The bill would give civil servants a $10,000 raise

Austin. A bill from Texas, filed by Rep. John Bucey III, would provide for a $10,000 increase in the pay of some government employees.

Busey, a Democrat from Austin, told a news conference Wednesday that the rising turnover of public employees is becoming an “unsustainable crisis.”

Last year, state agencies in Texas saw their highest employee turnover in a decade, with low pay and insufficient benefits being the most common reason employees cited. Over the past 10 years, the state’s employee turnover rate has ranged from 17.5% in FY2014 to a high of 22.7% in FY2022.

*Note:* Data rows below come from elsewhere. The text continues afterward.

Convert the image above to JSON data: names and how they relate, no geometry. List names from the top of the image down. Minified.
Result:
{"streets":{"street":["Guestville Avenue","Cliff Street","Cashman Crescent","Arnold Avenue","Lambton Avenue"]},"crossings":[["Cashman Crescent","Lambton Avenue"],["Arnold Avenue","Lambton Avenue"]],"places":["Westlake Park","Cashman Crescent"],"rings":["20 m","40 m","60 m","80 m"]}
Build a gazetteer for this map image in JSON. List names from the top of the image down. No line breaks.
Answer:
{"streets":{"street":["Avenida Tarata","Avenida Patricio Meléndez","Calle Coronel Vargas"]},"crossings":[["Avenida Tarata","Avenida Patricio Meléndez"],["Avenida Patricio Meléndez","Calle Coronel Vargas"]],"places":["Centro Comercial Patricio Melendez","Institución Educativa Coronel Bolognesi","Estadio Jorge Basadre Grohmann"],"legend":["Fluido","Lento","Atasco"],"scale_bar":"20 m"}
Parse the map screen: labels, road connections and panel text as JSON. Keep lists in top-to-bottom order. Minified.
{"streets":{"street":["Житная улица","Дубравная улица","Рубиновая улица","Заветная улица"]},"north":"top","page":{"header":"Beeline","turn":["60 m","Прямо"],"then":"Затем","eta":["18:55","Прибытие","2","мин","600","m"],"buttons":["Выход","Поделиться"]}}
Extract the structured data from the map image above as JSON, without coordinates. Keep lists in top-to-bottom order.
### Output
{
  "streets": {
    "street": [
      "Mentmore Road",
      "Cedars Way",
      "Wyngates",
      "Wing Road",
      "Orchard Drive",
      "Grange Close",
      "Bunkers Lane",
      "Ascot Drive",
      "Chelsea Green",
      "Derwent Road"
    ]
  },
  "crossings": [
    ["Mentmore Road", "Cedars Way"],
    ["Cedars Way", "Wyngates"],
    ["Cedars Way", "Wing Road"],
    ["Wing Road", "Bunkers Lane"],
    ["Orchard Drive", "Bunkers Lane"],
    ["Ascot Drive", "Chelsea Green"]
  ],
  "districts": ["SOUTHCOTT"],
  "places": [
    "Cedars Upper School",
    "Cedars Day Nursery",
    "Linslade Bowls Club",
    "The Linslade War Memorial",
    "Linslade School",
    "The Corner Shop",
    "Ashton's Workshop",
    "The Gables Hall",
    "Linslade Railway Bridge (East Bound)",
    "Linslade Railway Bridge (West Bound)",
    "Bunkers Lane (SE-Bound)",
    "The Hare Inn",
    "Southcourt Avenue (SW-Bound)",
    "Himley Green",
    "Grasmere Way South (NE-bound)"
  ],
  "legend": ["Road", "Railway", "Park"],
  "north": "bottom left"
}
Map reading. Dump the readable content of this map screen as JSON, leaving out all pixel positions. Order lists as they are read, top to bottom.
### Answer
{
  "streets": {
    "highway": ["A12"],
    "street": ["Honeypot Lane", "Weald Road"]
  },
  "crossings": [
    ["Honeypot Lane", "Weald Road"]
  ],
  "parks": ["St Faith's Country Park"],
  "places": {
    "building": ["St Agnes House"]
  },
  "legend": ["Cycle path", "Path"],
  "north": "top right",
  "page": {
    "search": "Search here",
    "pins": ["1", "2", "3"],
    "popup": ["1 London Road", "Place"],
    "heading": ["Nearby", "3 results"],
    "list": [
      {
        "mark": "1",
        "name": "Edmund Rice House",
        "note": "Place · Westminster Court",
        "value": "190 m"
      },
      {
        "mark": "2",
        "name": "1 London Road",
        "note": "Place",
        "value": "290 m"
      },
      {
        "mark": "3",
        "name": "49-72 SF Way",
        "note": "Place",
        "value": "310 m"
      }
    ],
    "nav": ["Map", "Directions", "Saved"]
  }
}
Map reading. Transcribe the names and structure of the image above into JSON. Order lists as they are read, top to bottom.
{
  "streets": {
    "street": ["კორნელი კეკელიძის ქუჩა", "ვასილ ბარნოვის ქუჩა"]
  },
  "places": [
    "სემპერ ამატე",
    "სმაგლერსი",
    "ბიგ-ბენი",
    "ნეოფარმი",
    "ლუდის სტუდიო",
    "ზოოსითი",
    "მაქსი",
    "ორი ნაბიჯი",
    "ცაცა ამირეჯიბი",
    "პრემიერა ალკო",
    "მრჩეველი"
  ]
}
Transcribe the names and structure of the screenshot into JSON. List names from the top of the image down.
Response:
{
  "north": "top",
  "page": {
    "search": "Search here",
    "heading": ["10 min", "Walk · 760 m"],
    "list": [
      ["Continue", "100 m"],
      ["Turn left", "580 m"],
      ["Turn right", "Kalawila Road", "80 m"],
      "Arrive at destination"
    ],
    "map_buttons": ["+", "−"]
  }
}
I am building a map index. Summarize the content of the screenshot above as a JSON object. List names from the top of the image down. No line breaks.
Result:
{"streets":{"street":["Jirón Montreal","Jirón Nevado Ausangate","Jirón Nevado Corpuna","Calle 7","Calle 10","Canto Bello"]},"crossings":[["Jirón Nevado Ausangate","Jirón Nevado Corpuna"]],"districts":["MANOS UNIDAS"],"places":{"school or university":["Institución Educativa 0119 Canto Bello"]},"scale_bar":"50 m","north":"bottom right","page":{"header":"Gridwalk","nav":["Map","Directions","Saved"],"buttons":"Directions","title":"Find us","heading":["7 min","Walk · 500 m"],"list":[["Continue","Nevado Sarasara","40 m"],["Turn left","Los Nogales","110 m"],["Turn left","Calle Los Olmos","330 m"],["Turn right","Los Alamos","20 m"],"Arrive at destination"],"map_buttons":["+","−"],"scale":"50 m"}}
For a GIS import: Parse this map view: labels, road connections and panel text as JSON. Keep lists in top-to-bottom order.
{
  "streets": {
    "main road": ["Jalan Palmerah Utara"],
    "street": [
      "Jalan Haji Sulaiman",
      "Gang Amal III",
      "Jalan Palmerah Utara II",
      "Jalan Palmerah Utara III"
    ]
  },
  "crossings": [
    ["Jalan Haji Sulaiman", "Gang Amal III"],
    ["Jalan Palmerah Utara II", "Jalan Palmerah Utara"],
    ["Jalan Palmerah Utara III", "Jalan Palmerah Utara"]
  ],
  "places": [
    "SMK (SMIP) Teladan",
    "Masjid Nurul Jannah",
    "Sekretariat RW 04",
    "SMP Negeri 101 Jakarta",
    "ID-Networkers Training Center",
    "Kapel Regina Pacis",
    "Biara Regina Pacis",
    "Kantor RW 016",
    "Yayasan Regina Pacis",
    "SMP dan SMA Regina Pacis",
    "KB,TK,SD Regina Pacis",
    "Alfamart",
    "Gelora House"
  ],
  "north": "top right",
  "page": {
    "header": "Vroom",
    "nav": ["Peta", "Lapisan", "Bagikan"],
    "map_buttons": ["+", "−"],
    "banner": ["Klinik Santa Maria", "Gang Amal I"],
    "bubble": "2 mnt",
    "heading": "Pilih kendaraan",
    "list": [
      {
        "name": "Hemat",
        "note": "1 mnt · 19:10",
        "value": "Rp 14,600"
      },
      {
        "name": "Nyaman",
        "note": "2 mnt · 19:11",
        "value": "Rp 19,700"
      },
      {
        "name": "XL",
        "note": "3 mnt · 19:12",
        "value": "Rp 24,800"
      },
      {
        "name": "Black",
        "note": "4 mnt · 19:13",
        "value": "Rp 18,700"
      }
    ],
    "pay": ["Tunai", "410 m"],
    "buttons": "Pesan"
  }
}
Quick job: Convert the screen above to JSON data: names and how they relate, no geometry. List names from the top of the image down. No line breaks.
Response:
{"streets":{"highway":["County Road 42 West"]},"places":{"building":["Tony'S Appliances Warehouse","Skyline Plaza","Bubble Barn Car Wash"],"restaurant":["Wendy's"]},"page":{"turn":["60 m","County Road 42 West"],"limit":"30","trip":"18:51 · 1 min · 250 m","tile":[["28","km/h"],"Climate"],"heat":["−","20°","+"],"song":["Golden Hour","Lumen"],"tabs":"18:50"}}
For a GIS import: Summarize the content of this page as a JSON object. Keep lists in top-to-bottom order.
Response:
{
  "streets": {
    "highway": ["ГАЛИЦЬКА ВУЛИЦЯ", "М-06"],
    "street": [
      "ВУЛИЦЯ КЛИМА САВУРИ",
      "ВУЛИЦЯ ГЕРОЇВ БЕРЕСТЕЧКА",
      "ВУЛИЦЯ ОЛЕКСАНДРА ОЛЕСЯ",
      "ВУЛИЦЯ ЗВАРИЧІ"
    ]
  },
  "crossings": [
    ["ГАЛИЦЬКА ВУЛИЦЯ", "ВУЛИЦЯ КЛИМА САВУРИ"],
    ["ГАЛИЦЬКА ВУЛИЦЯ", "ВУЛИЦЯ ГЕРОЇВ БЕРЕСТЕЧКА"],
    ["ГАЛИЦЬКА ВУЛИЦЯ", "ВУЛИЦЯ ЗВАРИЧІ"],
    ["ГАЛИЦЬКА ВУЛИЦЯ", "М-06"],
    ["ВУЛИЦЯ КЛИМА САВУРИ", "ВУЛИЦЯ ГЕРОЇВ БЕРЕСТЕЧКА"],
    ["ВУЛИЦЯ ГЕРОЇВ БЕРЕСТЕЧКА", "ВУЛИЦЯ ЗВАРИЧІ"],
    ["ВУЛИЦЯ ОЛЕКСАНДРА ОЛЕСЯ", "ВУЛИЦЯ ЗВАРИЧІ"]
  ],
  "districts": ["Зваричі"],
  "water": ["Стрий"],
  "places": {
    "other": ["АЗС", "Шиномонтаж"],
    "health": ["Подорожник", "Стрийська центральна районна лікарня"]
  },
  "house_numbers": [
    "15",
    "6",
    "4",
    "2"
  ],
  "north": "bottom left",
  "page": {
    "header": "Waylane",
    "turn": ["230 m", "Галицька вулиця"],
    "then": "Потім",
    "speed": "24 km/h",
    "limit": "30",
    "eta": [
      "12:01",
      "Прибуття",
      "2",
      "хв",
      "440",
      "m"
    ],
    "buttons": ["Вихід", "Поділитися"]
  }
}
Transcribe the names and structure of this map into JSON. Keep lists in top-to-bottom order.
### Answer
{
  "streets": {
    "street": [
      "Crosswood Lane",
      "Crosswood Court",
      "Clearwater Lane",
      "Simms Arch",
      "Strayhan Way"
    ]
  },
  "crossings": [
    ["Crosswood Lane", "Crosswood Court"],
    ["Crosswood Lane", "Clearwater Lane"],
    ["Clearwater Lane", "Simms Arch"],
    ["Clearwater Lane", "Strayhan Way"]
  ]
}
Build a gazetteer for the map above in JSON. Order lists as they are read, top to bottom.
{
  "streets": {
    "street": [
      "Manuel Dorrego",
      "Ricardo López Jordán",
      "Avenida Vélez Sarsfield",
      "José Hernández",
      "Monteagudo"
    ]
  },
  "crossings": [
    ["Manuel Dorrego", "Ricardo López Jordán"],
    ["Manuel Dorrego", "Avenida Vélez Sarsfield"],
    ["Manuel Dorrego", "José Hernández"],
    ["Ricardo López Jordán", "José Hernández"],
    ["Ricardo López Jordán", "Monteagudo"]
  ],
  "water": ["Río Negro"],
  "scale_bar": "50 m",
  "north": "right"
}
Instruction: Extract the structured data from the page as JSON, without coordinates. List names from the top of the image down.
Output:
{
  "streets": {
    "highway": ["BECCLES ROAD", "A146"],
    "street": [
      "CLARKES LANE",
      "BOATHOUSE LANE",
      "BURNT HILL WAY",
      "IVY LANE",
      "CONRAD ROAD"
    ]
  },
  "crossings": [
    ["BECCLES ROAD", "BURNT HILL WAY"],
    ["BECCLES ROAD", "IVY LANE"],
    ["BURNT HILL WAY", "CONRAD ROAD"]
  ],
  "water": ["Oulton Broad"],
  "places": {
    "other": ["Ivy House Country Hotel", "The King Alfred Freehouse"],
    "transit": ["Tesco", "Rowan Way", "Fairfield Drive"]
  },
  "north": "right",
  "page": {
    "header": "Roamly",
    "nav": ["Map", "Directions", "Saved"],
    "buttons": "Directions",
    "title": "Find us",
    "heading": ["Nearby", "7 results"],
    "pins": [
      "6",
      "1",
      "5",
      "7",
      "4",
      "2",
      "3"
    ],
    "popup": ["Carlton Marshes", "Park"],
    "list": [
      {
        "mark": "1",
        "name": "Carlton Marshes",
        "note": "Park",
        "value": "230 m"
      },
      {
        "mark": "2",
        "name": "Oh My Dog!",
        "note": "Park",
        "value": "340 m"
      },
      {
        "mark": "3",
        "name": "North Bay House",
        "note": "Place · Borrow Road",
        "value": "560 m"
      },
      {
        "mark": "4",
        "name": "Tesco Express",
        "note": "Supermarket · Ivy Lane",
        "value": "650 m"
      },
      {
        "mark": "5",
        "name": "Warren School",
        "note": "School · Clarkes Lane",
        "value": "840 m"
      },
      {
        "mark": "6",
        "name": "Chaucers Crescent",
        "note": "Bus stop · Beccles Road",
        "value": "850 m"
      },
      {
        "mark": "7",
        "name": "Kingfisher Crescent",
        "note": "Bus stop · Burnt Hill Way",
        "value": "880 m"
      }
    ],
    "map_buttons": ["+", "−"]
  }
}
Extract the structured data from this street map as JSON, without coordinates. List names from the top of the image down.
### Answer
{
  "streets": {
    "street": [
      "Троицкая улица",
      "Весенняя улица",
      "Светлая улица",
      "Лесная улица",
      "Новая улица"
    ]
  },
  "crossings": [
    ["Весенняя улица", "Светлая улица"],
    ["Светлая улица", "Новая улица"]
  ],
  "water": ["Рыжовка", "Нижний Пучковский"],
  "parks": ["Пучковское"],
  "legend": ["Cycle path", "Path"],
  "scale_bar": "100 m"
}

Understaffing in government agencies affects wait and response times for collecting unemployment data and registering children for Medicaid, Bucy said, and contributes to unsafe conditions in prisons and hinders the ability to meet the needs of children in foster care.

House Bill 202 provides for a $10,000 increase for employees of government agencies, including institutions of higher education. In addition, the bill includes a proportional increase for part-time employees.

If passed, the bill will enter into force on 1 September.

“As legislators, we rely on public servants to provide essential services and support to our constituents. It is high time they received a pay raise that reflects the valuable work they do for each of us every day,” Bucey said. “Given the budget surplus and the expected additional billions in revenue, we have to do it.”

State legislators this week also released a proposed baseline budget that would set aside approximately $130.1 billion of the state’s $188.2 billion available for spending over the next budget cycle.

Meanwhile, several heads of state bodies have indicated the need to increase the pay of their employees, which lawmakers have reflected in their proposed budget.

The base budget includes $1.8 billion for pay increases for civil servants, as well as $1 billion for the pension system.

For Ann Bishop, executive director of the Texas Association of Public Employees, a pay increase would be “good news.”

“Civil servants have not seen a general increase in wages since 2014. During this time, the purchasing power of their salary fell by 27%,” Bishop said. “With a historic state surplus, now is the perfect time to make delinquent investments in both current and retired government employees.”